City administrator shepherds Santa Barbara's spending plans through fiscal challenges, political realities

Santa Barbara City Administrator Jim Armstrong says it's imperative that he provide the City Council with as complete a picture as possible — bad news and all. 'The only way you can make decisions about what to include is to know what you’re not going to include,' he says.
Santa Barbara City Administrator Jim Armstrong says it’s imperative that he provide the City Council with as complete a picture as possible — bad news and all. “The only way you can make decisions about what to include is to know what you’re not going to include,” he says. (Lara Cooper / Noozhawk file photo)

By Giana Magnoli, Noozhawk Staff Writer | @magnoli |

[Noozhawk’s note: This is one in a series of articles on Noozhawk’s Santa Barbara Challenge, our public-engagement project on the city of Santa Barbara’s budget. Related links are below.]

While Santa Barbara City Council term-limits turnover can resemble a musical-chairs game of policy leanings, tiers of staffers handle the day-to-day operations of the city — and City Administrator Jim Armstrong is at the top of that pyramid.

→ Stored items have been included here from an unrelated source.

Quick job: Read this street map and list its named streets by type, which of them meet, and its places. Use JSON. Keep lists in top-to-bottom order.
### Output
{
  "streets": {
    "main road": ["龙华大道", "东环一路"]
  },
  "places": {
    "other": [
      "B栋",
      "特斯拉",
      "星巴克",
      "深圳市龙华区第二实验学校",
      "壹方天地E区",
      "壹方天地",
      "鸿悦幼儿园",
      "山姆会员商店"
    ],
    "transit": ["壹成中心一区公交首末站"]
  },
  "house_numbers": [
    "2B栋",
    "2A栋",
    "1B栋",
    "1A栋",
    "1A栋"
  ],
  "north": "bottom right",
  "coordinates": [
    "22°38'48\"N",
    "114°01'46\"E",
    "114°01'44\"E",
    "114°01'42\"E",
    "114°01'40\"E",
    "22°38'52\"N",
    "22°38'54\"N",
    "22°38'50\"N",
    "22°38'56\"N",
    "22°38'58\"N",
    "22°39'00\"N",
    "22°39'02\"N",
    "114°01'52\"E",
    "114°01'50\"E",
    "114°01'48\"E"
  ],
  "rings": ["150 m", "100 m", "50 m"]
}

As the head of staff, he’s responsible for overseeing the annual budget process and acts as the chief executive officer for the city of Santa Barbara, directed in policy by the City Council, as all staff members are. With an annual salary of $231,276 plus benefits, he’s the highest-paid city employee.

Before coming to Santa Barbara in 2001, he worked as a city manager for Fullerton and Hanford and as assistant city manager in Anaheim.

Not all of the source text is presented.